PROMPT: In the entries below, find the lines that contain the word "canvas" and copy them.

Stored data entries:
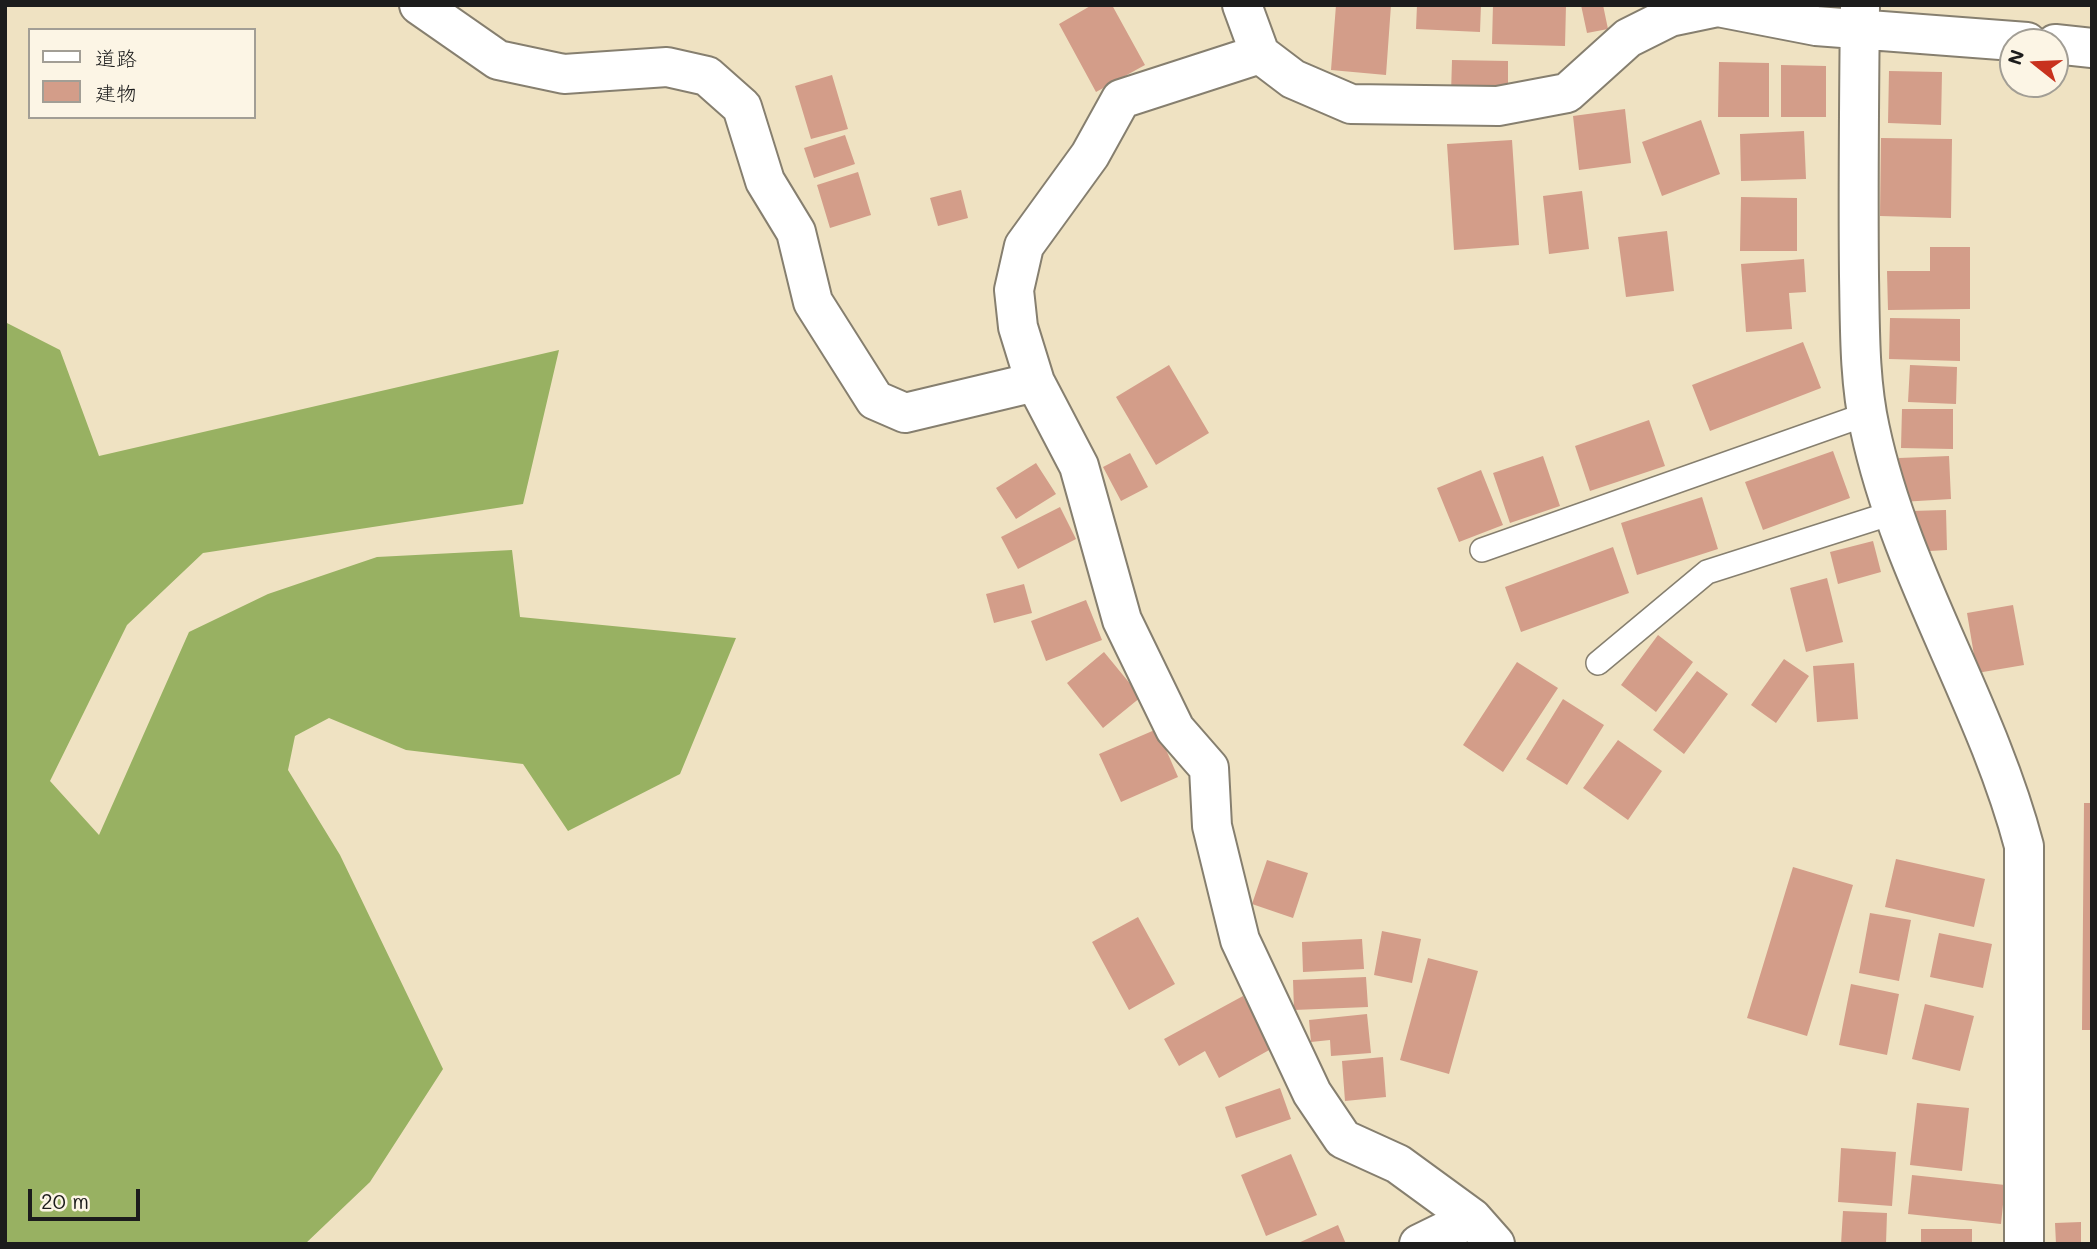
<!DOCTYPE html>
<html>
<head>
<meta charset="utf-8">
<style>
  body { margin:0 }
  #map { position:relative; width:2097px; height:1249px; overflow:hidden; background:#efe2c2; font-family:Mali,"Klee One",sans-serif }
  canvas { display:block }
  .frame { position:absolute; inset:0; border:7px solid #1c1c1c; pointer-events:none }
  .legend { position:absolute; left:28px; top:28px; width:228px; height:91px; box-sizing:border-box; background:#fcf5e5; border:2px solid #a29e95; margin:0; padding:9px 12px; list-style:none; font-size:21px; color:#1c1c1c }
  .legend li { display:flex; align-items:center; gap:14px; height:35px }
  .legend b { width:35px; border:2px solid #a29e95 }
  .north { position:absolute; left:1999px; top:28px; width:70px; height:70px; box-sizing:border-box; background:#fcf5e5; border:2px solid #a29e95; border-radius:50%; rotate:288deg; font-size:19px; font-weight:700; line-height:28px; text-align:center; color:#1c1c1c }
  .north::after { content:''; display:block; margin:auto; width:24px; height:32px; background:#c8321e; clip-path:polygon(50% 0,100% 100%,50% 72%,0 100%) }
  .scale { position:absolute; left:28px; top:1189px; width:112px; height:32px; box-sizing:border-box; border:4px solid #1c1c1c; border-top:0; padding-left:9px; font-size:21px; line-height:24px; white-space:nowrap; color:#1c1c1c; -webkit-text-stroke:5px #fcf5e5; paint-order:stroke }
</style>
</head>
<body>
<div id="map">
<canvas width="2097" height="1249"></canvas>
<div class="frame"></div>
<ul class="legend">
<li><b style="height:9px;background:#fff"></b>道路</li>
<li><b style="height:19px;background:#d39d89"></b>建物</li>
</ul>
<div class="north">N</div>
<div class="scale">20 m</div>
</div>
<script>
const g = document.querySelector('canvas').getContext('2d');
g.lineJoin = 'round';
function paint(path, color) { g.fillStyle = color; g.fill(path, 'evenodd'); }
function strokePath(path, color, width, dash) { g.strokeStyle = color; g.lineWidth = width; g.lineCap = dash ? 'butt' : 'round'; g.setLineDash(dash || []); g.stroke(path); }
paint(new Path2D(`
  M5,322l55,28 39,106 460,-106 -36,154 -320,49 -76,72 -77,156 49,54 90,-203 79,-38 109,-37 135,-7 8,67 216,21 -56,136 -112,57 -45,-67 -117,-14 -77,-32 -34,18 -7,34 52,85 103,214 -73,113 -65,62h-300z`), '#98b162');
paint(new Path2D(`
  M1092,5h20l33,60 -49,27 -37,-68z
  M1336,5h55l-5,70 -55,-5z
  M1417,5h64l-1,27 -64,-3z
  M1493,5h73l-1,41 -73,-2z
  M1581,5h22l5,24 -21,4z
  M1452,60l56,1v33h-57z
  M1719,62l50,1v54h-51z
  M1781,65l45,1v51h-45z
  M1889,71l53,1 -1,53 -53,-2z
  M832,75l16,54 -37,10 -16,-53z
  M1625,109l6,54 -52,7 -6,-54z
  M1701,120l19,54 -58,22 -20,-54z
  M1804,131l2,48 -65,2 -1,-47z
  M845,135l10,29 -41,14 -10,-30z
  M1881,138l71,1 -1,79 -71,-2z
  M1512,140l7,105 -65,5 -7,-106z
  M858,172l13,43 -41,13 -13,-43z
  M961,190l7,28 -30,8 -8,-28z
  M1582,191l7,58 -40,5 -6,-58z
  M1741,197l56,1v53h-57z
  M1667,231l7,60 -48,6 -8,-60z
  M1930,247h40v62l-82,1 -1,-39h43z
  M1804,259l2,33 -17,1 3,36 -46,3 -5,-68z
  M1890,318l70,1v42l-71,-2z
  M1803,342l18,46 -111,43 -18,-46z
  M1169,365l40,68 -53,32 -40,-68z
  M1910,365l47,2 -1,37 -48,-2z
  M1902,409h51v40l-52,-1z
  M1649,420l16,46 -75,25 -15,-45z
  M1833,451l17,47 -87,32 -18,-48z
  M1130,453l18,34 -27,14 -18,-34z
  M1543,456l17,50 -50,17 -17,-50z
  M1949,456l2,43 -50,3 -2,-44z
  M1036,463l20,31 -40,25 -20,-31z
  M1481,470l22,55 -44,17 -22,-54z
  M1702,497l16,52 -81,26 -16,-52z
  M1060,507l16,32 -58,30 -17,-32z
  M1946,510l1,40 -34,2 -2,-41z
  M1873,541l8,31 -43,12 -8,-32z
  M1613,547l16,46 -108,39 -16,-45z
  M1827,578l16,64 -37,10 -16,-64z
  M1024,584l8,29 -38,10 -8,-29z
  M1086,600l16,40 -56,21 -15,-40z
  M2013,605l11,60 -47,8 -10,-60z
  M1658,635l35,27 -37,50 -35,-27z
  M1104,652l37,45 -38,31 -36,-45z
  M1784,659l25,17 -33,47 -25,-18z
  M1517,662l41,26 -55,84 -40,-27z
  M1854,663l4,56 -41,3 -4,-56z
  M1697,671l31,23 -44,60 -31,-24z
  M1563,699l41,26 -37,60 -41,-26z
  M1157,729l21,48 -57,25 -22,-48z
  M1618,740l44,31 -34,49 -45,-32z
  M2084,803h8v227h-10z
  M1896,859l89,20 -11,48 -89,-20z
  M1267,860l41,13 -15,45 -41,-14z
  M1793,867l60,18 -46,151 -60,-18z
  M1870,913l41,7 -12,61 -40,-8z
  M1138,917l37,67 -46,26 -37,-68z
  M1382,931l39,8 -9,44 -38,-8z
  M1939,933l53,11 -9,44 -53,-11z
  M1362,939l2,30 -61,3 -1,-30z
  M1428,958l50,13 -29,103 -49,-14z
  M1366,977l2,30 -74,3 -1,-30z
  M1851,984l48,10 -12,61 -48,-10z
  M1243,996l28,53 -52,29 -14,-27 -26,15 -15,-27z
  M1925,1004l49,12 -14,55 -48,-12z
  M1367,1014l4,39 -40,3 -1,-16 -19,2 -2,-22z
  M1383,1057l3,40 -41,4 -3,-40z
  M1280,1088l11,31 -55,19 -11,-31z
  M1917,1103l52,5 -7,63 -52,-6z
  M1841,1148l55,4 -4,54 -54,-4z
  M1291,1154l26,61 -51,21 -25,-61z
  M1912,1175l93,10 -4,39 -93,-10z
  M1843,1211l44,2 -1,31h-45z
  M2081,1222v22h-25l-1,-21z
  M1338,1225l8,19h-50z
  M1921,1229h51v15h-51z`), '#d39d89');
const service = new Path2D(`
  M1482,550l385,-136
  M1598,663l109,-91 185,-59`);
const minor = new Path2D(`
  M419,5l79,55 66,14 103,-7 40,9 35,31 23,74 31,51 17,70 62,98 30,13 130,-31
  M1242,5l18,49 33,25 58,25 147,2 69,-13 61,-55 42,-21 48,-10 98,19 211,16
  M1860,5c-1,90 -2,180 -1,271 1,50 0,104 11,153 31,146 116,273 154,417v398
  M2055,44l37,4
  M1260,54l-139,45 -31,56 -66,91 -10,44 4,37 17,55 44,84 43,154 53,109 34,39 3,58 28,114 72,153 31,46 55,25 74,54 23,26
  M1419,1244l53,-26`);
strokePath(service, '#867f6f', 26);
strokePath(minor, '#867f6f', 42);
strokePath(service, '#fff', 23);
strokePath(minor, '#fff', 38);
</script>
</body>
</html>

EXERCISE ANSWER:
  canvas { display:block }
<canvas width="2097" height="1249"></canvas>
const g = document.querySelector('canvas').getContext('2d');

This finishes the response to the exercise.